Solch sogenannten Transshipments wurden schon einige Male von zivilen Rettungsschiffen durchgeführt. Aber dieses Ereignis war insofern speziell, als das MRCC Bremen uns offiziell um Hilfe gebeten hatte, da sonst niemand auf den Notruf reagierte, niemand helfen konnte oder wollte.

Die BSG Bahamas, rechts die Sea-Eye 4: das Transshipment ist keine einfache Sache. ©Joe Rabe

Das deutsche Schiff und auch die BSG Bahamas sind nicht für Bergung, Versorgung, Behandlung und Unterbringung von Schiffbrüchigen geeignet. Die Sea-Eye 4 allerdings schon.

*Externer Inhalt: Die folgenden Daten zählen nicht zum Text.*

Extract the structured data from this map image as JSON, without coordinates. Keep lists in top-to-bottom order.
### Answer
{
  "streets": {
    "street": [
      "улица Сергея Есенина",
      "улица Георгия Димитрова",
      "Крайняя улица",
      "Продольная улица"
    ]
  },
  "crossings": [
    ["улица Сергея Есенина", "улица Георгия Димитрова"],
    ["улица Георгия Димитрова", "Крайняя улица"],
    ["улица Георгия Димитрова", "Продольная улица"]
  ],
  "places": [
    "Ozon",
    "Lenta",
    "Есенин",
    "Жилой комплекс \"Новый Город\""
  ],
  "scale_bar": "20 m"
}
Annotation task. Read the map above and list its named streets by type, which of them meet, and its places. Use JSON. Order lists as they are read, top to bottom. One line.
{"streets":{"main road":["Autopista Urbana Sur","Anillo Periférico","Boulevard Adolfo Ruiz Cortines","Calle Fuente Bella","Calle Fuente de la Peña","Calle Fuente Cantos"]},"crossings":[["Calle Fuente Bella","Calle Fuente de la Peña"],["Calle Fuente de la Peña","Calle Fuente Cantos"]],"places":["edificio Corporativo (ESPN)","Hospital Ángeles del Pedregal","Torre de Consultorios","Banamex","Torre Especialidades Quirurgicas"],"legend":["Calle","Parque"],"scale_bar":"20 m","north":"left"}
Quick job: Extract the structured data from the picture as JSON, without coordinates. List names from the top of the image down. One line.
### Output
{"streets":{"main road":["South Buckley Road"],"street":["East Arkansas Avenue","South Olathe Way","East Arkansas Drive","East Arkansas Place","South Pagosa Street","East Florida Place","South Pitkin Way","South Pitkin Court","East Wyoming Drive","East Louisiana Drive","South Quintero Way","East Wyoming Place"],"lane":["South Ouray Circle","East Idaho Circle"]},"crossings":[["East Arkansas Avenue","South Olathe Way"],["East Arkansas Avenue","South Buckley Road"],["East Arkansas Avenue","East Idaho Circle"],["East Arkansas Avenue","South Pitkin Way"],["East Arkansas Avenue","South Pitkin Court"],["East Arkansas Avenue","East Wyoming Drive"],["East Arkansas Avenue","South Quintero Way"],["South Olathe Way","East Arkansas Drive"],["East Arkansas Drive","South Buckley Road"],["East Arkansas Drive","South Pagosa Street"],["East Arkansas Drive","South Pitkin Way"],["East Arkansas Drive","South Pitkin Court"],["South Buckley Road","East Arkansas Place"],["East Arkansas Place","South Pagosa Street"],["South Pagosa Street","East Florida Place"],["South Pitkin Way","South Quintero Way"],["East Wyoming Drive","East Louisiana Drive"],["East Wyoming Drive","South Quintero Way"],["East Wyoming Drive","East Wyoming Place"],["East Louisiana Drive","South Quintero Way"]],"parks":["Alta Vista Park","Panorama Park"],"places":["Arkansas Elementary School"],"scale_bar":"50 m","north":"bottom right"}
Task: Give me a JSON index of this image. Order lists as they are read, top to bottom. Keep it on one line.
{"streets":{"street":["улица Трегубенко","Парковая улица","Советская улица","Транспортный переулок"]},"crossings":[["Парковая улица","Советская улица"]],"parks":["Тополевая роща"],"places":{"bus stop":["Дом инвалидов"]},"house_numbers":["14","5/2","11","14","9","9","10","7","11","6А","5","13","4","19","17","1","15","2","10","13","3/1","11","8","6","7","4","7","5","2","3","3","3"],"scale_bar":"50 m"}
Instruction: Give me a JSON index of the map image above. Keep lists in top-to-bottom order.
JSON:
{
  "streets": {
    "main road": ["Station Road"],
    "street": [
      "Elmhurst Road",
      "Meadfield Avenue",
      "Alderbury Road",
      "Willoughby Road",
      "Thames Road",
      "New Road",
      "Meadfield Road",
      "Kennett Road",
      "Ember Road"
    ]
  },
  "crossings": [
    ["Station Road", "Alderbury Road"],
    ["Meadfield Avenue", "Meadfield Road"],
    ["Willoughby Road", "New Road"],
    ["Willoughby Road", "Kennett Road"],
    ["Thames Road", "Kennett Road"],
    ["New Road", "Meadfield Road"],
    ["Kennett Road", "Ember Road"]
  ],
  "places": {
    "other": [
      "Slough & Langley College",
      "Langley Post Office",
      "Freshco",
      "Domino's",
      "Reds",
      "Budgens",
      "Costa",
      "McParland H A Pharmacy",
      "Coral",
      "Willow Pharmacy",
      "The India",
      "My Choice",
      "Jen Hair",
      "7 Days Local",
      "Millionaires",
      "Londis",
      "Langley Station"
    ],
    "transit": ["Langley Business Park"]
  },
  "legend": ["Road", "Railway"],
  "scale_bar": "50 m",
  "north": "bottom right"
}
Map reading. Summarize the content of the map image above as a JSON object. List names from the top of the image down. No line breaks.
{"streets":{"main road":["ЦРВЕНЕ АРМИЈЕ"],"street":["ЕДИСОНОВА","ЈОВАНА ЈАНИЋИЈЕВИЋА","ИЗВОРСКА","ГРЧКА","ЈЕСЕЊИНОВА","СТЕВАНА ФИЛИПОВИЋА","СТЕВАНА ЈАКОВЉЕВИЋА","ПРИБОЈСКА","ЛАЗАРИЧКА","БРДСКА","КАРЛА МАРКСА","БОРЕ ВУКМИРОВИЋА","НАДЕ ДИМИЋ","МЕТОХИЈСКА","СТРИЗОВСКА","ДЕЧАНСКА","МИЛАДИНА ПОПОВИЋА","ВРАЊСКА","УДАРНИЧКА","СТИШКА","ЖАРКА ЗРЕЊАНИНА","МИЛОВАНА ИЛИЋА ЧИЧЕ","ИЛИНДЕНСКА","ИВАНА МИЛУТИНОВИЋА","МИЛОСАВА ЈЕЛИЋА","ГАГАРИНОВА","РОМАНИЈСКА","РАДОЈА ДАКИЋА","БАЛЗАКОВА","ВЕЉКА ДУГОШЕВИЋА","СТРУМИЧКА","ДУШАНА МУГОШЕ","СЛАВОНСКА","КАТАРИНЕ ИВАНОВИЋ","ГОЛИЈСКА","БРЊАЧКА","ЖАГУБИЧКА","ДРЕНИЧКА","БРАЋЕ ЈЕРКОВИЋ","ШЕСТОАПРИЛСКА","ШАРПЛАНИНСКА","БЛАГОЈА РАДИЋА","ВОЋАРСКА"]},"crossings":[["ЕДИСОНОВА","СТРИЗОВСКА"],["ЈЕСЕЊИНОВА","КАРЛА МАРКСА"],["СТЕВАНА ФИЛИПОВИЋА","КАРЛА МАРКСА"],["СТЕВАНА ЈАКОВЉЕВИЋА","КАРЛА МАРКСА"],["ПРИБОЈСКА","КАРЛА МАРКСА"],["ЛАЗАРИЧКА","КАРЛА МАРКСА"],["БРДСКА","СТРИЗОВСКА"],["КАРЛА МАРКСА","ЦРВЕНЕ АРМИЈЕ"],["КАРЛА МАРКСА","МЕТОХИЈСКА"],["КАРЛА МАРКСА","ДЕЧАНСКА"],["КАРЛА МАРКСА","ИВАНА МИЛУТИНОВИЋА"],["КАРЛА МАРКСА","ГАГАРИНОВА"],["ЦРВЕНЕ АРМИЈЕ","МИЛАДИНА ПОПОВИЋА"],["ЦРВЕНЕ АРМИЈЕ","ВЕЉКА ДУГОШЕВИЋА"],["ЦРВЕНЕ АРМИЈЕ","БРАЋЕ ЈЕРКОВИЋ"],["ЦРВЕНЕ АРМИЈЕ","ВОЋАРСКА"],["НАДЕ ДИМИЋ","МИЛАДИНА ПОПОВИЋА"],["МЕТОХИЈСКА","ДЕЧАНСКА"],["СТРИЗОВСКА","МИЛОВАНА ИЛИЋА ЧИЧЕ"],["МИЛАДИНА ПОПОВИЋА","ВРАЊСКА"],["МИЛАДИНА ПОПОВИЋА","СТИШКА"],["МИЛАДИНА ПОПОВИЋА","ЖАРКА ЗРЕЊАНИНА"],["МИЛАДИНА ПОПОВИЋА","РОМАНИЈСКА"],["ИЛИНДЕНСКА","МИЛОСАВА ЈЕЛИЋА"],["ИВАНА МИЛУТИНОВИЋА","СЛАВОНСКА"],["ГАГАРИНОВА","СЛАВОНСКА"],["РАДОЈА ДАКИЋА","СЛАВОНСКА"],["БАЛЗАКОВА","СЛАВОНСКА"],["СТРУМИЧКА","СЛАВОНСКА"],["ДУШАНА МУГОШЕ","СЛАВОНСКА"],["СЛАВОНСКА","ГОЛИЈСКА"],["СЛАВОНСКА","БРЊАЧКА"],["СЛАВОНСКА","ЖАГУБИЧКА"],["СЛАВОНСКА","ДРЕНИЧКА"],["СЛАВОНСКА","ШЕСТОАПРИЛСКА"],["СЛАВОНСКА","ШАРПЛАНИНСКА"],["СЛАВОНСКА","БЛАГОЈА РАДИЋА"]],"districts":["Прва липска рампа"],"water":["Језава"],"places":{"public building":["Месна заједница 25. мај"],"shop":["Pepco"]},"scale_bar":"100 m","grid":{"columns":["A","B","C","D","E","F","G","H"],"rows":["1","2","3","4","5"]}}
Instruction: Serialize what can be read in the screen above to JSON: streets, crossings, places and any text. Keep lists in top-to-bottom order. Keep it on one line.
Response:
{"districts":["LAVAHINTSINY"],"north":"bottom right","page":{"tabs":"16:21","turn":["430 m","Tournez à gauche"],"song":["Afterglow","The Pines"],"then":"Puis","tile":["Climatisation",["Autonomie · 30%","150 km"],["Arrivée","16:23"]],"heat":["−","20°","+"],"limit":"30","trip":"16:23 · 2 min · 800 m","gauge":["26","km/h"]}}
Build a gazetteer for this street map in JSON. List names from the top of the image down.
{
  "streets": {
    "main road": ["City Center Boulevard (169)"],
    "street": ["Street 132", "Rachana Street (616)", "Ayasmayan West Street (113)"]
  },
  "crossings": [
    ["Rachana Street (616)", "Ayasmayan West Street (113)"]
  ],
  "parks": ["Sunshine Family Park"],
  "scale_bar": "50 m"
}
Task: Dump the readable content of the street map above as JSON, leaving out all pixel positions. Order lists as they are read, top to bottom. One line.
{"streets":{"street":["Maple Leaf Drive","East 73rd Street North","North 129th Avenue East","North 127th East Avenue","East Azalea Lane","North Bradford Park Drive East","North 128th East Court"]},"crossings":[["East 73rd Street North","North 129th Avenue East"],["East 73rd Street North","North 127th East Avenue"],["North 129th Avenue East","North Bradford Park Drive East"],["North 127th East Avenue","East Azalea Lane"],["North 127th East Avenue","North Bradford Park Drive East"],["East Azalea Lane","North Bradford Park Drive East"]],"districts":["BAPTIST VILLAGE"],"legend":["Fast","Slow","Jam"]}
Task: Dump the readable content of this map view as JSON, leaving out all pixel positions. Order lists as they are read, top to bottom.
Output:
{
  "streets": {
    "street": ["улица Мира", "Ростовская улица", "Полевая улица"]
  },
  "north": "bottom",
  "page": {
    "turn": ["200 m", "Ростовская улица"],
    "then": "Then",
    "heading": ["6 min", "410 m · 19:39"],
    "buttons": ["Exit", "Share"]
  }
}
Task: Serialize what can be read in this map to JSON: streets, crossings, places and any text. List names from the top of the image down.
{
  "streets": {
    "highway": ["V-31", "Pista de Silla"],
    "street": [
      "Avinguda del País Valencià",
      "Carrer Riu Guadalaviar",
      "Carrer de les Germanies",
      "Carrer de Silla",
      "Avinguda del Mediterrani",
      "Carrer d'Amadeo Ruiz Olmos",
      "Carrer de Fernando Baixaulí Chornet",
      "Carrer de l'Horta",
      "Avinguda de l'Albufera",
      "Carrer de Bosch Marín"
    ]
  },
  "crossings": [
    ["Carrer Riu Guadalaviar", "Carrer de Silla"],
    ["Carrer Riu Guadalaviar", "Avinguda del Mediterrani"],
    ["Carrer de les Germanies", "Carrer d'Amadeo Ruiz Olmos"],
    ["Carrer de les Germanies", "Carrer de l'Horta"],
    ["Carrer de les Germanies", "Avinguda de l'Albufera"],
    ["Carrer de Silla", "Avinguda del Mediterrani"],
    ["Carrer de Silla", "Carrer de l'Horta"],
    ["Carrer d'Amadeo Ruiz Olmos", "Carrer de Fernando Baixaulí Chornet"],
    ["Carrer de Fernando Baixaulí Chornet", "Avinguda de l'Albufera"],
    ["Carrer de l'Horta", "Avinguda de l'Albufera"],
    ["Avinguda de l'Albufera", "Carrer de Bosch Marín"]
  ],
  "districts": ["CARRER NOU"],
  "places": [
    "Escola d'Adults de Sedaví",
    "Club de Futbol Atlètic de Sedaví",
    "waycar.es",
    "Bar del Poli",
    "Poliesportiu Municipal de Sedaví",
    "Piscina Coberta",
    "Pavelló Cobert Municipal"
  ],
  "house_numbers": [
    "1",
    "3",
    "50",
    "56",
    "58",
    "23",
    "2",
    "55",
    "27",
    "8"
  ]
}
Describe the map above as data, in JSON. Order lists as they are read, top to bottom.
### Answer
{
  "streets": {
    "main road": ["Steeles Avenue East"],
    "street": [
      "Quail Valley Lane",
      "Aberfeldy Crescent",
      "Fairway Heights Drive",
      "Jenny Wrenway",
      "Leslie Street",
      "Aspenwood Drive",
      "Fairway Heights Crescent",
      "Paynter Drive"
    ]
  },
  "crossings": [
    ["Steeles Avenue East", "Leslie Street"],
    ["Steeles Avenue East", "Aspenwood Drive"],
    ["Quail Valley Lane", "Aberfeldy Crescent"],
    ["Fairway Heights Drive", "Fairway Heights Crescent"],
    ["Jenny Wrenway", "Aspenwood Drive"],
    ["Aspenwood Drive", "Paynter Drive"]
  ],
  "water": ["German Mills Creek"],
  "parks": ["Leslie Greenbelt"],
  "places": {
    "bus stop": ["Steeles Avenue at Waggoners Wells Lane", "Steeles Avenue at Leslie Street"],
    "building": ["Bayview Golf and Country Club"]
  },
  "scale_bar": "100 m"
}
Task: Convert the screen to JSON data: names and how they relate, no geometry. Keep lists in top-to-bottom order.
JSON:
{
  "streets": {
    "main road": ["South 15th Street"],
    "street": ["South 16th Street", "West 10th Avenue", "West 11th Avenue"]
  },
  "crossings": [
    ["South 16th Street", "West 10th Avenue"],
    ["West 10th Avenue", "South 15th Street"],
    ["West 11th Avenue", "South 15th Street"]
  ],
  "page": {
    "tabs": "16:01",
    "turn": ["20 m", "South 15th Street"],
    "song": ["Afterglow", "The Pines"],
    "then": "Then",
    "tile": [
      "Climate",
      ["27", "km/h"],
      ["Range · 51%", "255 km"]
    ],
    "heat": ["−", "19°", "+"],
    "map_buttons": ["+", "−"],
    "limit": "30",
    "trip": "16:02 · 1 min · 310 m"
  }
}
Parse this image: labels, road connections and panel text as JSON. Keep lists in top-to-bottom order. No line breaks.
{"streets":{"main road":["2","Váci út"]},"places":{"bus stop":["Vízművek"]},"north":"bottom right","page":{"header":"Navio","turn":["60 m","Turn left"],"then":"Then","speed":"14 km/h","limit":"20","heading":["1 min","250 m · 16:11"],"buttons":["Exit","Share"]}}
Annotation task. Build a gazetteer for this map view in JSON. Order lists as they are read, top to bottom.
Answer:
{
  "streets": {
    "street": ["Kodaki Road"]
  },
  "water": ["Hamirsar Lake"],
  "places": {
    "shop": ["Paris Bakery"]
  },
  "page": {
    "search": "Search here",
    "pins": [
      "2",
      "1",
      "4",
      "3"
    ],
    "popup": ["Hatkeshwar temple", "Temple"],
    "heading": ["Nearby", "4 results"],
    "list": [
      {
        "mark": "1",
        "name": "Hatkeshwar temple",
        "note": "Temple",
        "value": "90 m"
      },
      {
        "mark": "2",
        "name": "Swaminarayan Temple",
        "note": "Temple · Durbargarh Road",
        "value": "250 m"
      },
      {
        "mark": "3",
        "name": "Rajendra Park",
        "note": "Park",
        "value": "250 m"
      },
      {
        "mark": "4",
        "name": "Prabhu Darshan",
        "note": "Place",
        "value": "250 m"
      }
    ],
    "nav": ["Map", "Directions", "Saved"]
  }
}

In der Vergangenheit haben zivile Seenotrettungsorganisationen oft erlebt, dass die MRCCs der Länder Malta, Italien und Deutschland versucht haben, die Verantwortung von sich zu weisen. Insbesondere Malta verhielt sich oft sehr problematisch. Seine Rettungsleitstelle schaltete immer wieder schlicht auf „stumm“, und sie behaupteten, sie seien nicht zuständig.

Das ist nicht bloß falsch, sondern zudem auch höchst menschenverachtend. Diese Männer mussten länger auf See ausharren, weil Malta jegliche Hilfe verweigerte, in der zynischen „Hoffnung“, sie würden lange genug durchhalten und dann von der libyschen Küstenwache illegal zurück nach Libyen gebracht.

Das Prozedere an sich war voller Herausforderungen und wir sind glücklich, dass es so gut geklappt hat. Die RHIB-Teams konnten das Anfahren an das Containerschiff und die Übernahme der Geretteten theoretisch üben.

Die Teams beider Schiffe stimmten sich per Funk ab, wie die einzelnen Manöver und Abläufe am besten durchführbar wären. Vor Ort wurde das Manöver praktisch umgesetzt. Sie alle meisterten diese Situation großartig und wir konnten die Geretteten sicher an Bord der Sea-Eye 4 bringen.

Kleines Rettungsboot, riesiges Containerschiff: Übernahme von der BSG Bahamas. ©Joe Rabe

Mit ihnen an Bord starteten wir mit ihrer Registrierung, dem Sicherheitscheck und der Versorgung. Sie waren insgesamt vier Tage lang auf dem Wasser, wurden in aufregenden Aktionen auf zwei verschiedene Schiffe gebracht und erschöpft. Wir versuchten den Ankommens-Prozess an Bord und den restlichen Abend ruhig und stressfrei zu gestalten, was bei 34 Personen gut möglich war.

Ein Mann konnte kaum gehen, da seine Beine im Boot eingeklemmt waren. Er wurde per Seilzug auf die Sea-Eye 4 gezogen und dann einige Zeit in unserem Krankenhaus versorgt. Andere haben ihm geholfen, seine Beine wieder zu bewegen und ihn beim Gehen gestützt, sodass er zwei Tage später schon wieder gut zu Fuß war.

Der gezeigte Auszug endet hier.